Human Google

Human GoogleWhen in London it’s hard not to overhear what people around you are saying. You are surrounded by people on the bus, the tube, and sidewalk. Even in my flat, I can hear what the neighbors or people outside are talking about. Maybe that’s why strangers don’t go out of their way to greet you like someone in Kansas might—there are just too many voices all around and seeing one more person is not an event.

Yesterday, I overheard a conversation that included this:

“When I get home, I’ll ask my neighbor. The guy is a human Google.”

I had to think about that a moment. I had heard people use the phrase “human encyclopedia” to describe someone that seems to know a little about everything. But a human Google takes it to the next level—just another example of the changes influencing our everyday life and lexicon.

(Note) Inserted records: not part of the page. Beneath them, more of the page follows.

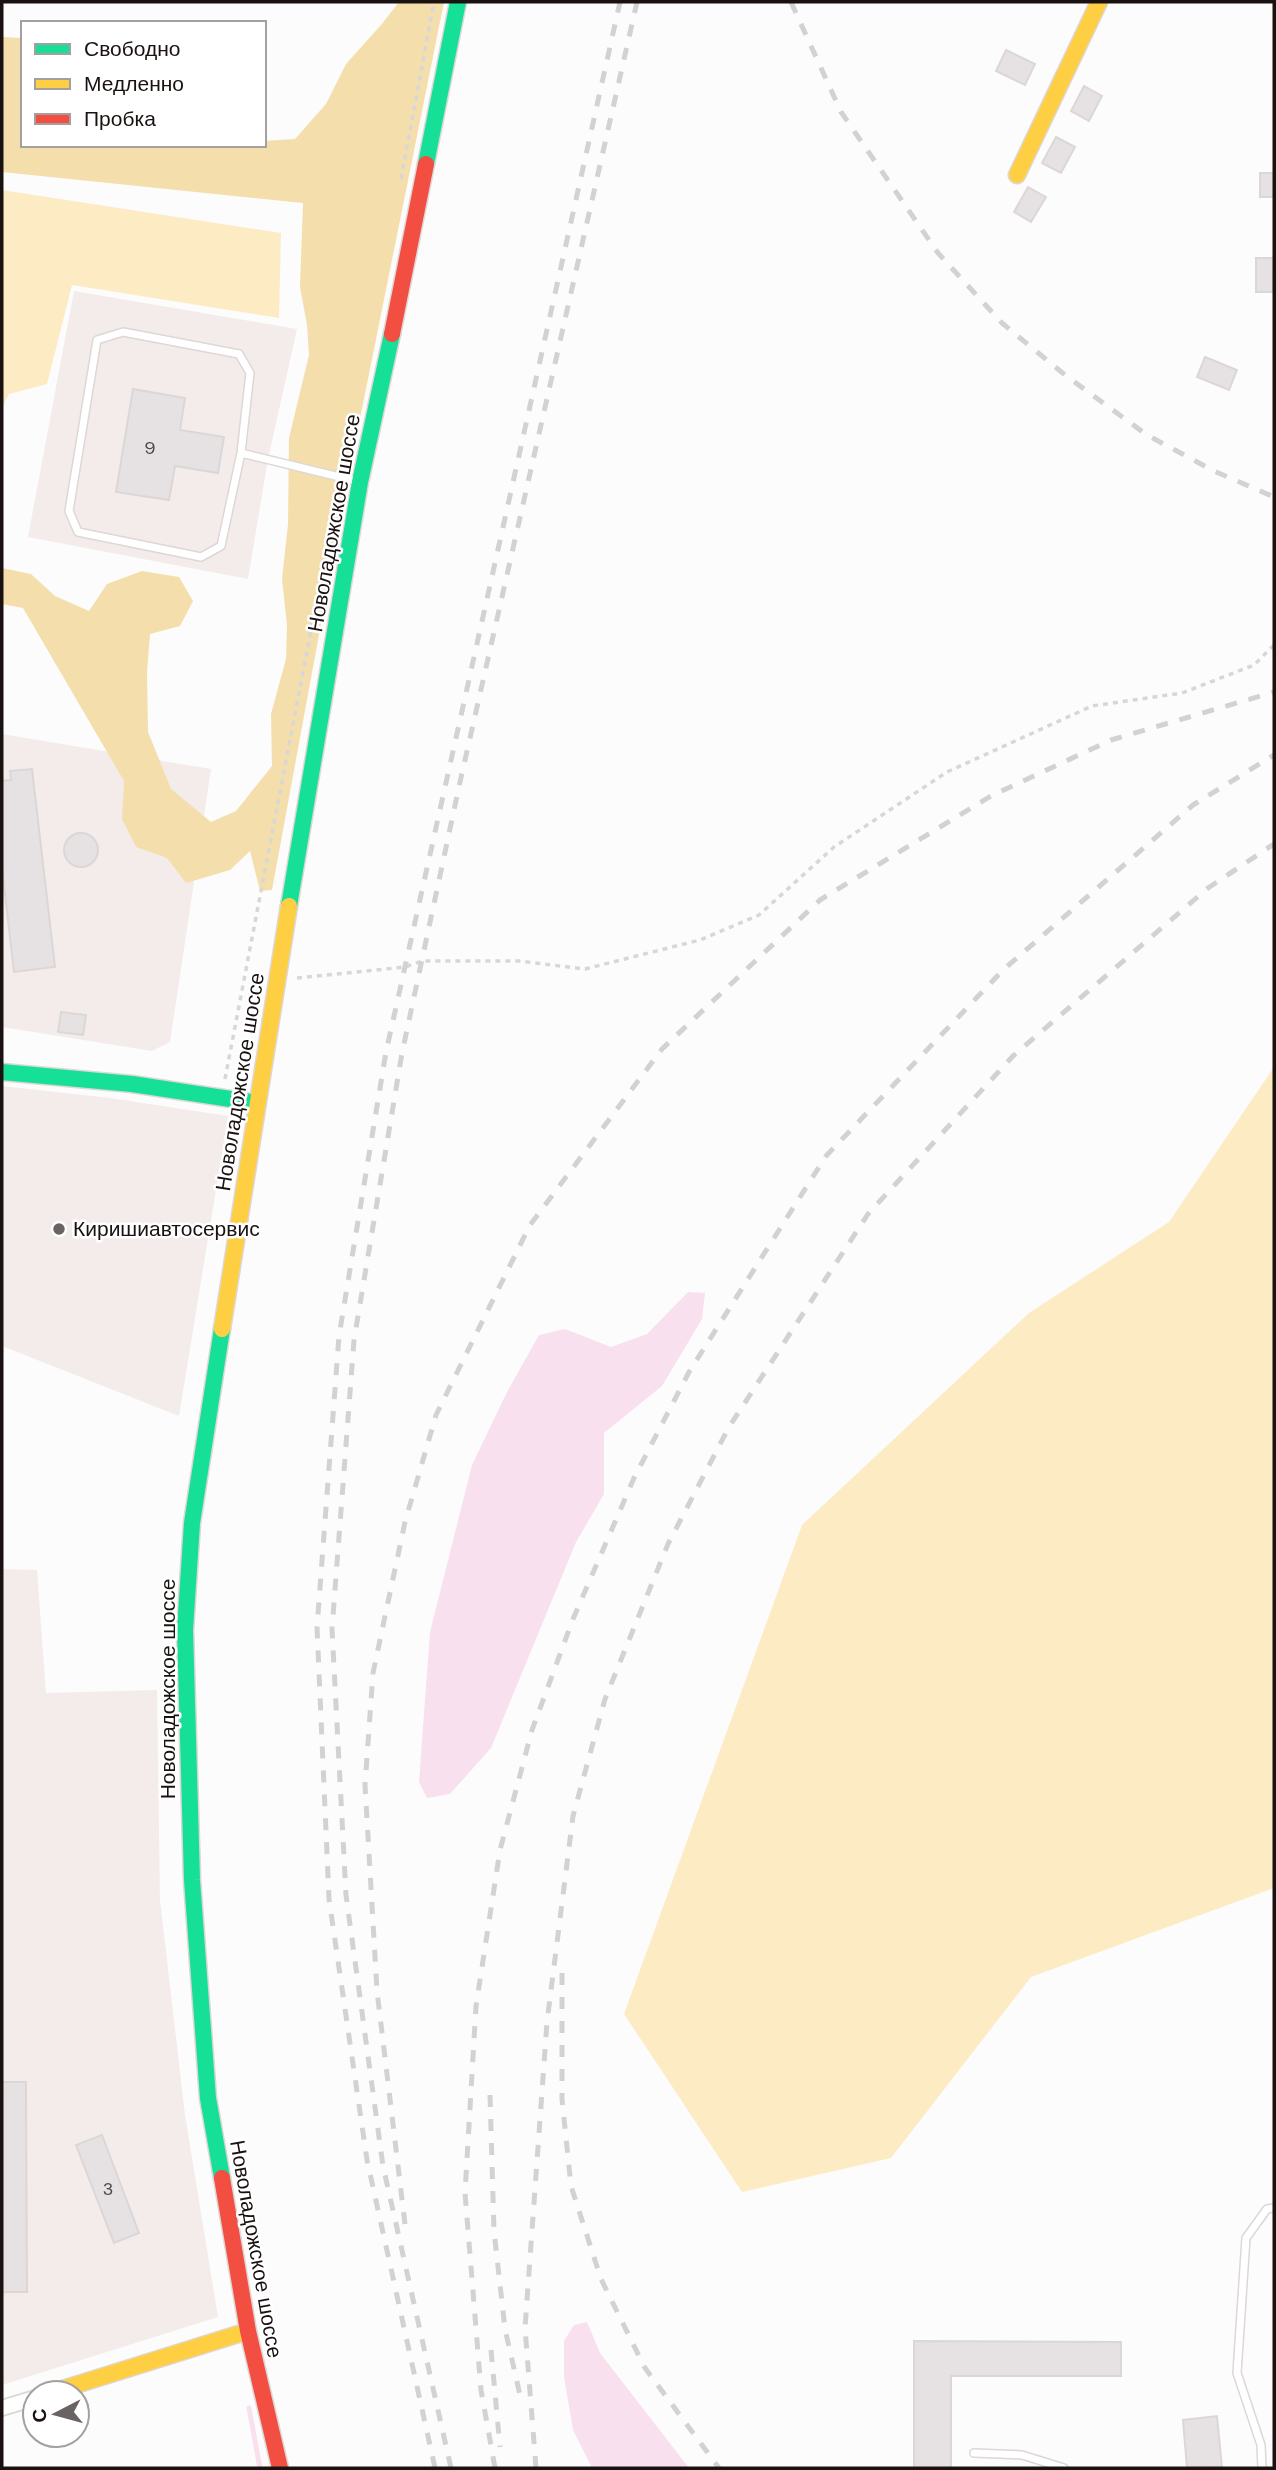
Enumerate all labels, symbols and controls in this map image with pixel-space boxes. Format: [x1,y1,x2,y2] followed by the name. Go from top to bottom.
[21,21,266,147] legend
[84,35,181,63] text: Свободно
[84,70,184,98] text: Медленно
[84,105,156,133] text: Пробка
[301,412,367,634] street label: Новоладожское шоссе
[144,436,156,460] house number: 9
[209,971,271,1193] street label: Новоладожское шоссе
[73,1215,260,1243] place label: Киришиавтосервис
[51,1221,67,1237] marker: Киришиавтосервис
[154,1579,182,1799] street label: Новоладожское шоссе
[223,2138,289,2360] street label: Новоладожское шоссе
[103,2177,113,2201] house number: 3
[21,2379,91,2449] north arrow
[26,2407,53,2424] text: С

There was something just not quite right about a human Google so I continued to listen and the conversation added a few disclaimers.

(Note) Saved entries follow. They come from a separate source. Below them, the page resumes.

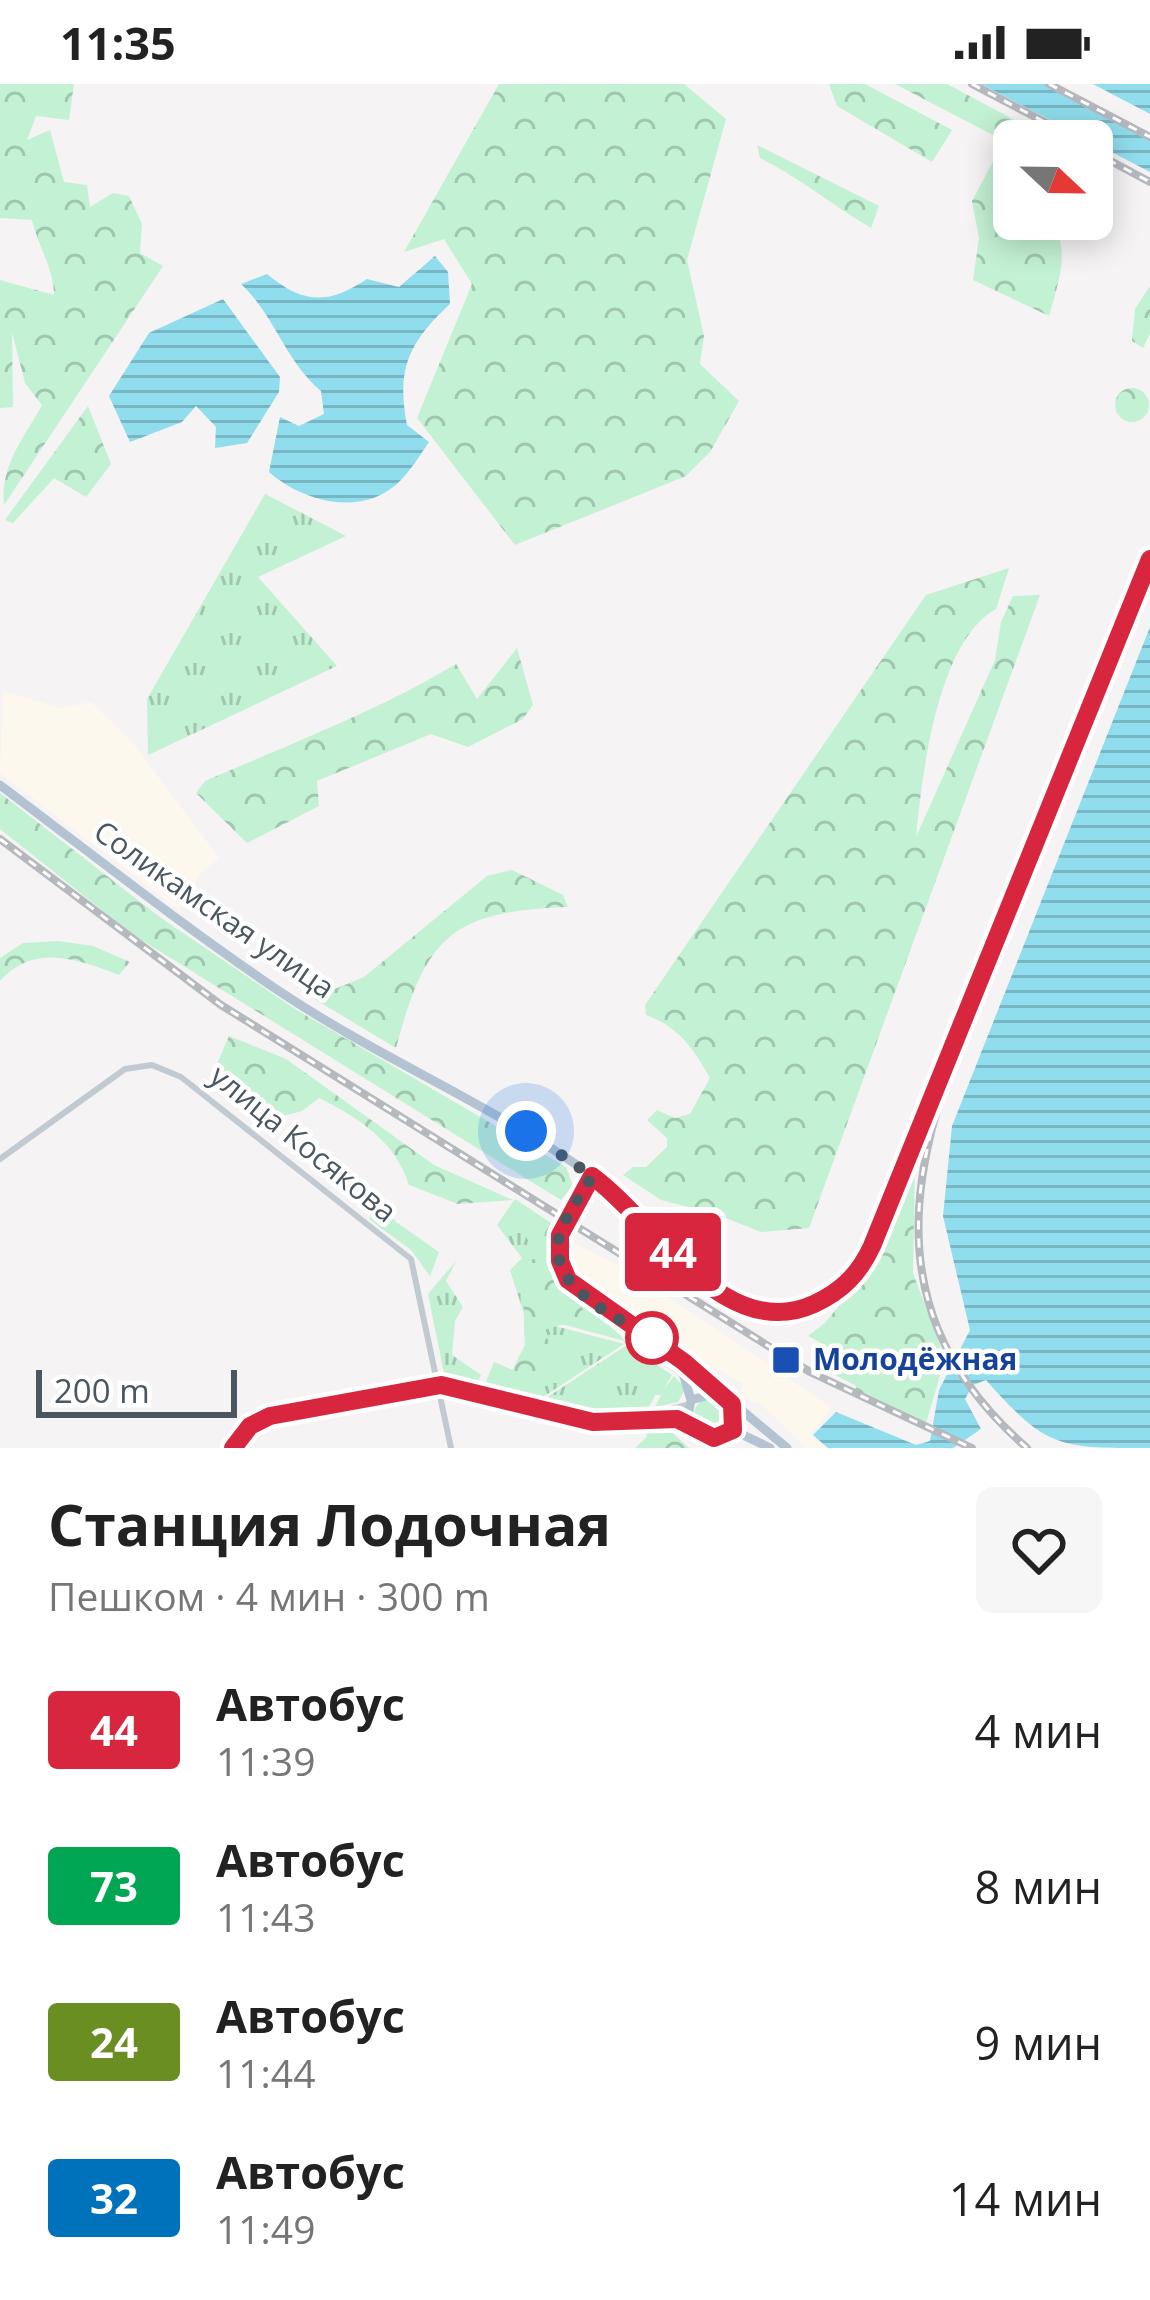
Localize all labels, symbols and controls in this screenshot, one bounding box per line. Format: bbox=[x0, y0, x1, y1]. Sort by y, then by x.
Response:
text: 11:35 bbox=[60, 12, 176, 73]
north arrow bbox=[993, 120, 1113, 240]
map controls bbox=[993, 120, 1113, 240]
street label: Соликамская улица bbox=[86, 810, 343, 1007]
street label: улица Косякова bbox=[202, 1055, 406, 1231]
your location bbox=[496, 1101, 556, 1161]
line badge: 44 bbox=[619, 1213, 727, 1291]
text: 44 bbox=[649, 1223, 697, 1280]
unlabelled marker bbox=[627, 1313, 677, 1363]
place label: Молодёжная bbox=[813, 1338, 1017, 1379]
marker: Молодёжная bbox=[770, 1344, 802, 1376]
scale bar bbox=[36, 1364, 237, 1417]
text: 200 m bbox=[54, 1368, 150, 1413]
text: Станция Лодочная bbox=[48, 1485, 611, 1563]
button: heart bbox=[976, 1487, 1102, 1613]
text: Пешком · 4 мин · 300 m bbox=[48, 1569, 490, 1622]
text: Автобус bbox=[216, 1673, 405, 1734]
text: 4 мин bbox=[974, 1700, 1102, 1761]
text: 44 bbox=[90, 1701, 138, 1758]
text: 11:39 bbox=[216, 1734, 315, 1787]
text: Автобус bbox=[216, 1829, 405, 1890]
text: 8 мин bbox=[974, 1856, 1102, 1917]
text: 73 bbox=[90, 1857, 138, 1914]
text: 11:43 bbox=[216, 1890, 315, 1943]
text: Автобус bbox=[216, 1985, 405, 2046]
text: 9 мин bbox=[974, 2012, 1102, 2073]
text: 24 bbox=[90, 2013, 138, 2070]
text: 11:44 bbox=[216, 2046, 315, 2099]
text: Автобус bbox=[216, 2141, 405, 2202]
text: 14 мин bbox=[949, 2168, 1102, 2229]
text: 32 bbox=[90, 2169, 138, 2226]
text: 11:49 bbox=[216, 2202, 315, 2255]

“He’ll spit out a hundred ideas and maybe four or five of them will be worth looking into. He’s good to talk with but he’ll just go on and on… and he never knows what to do with his ideas.”

Aha! The human Google may not have the precision of a human encyclopedia. That does seem to be the direction we are heading—a clutter of information, some of which is useful and some, not so much. The human Google supplies the list but it is up to us to filter it.

Maybe the guy I overheard needs a new friend, a “human Wolfram Alpha”

About ProfRogerMc

University Distinguished Teaching Scholar at Kansas State University with interests in computer simulation and educational technology use by tech-savvy millennials. Author of the book, The New Digital Shoreline.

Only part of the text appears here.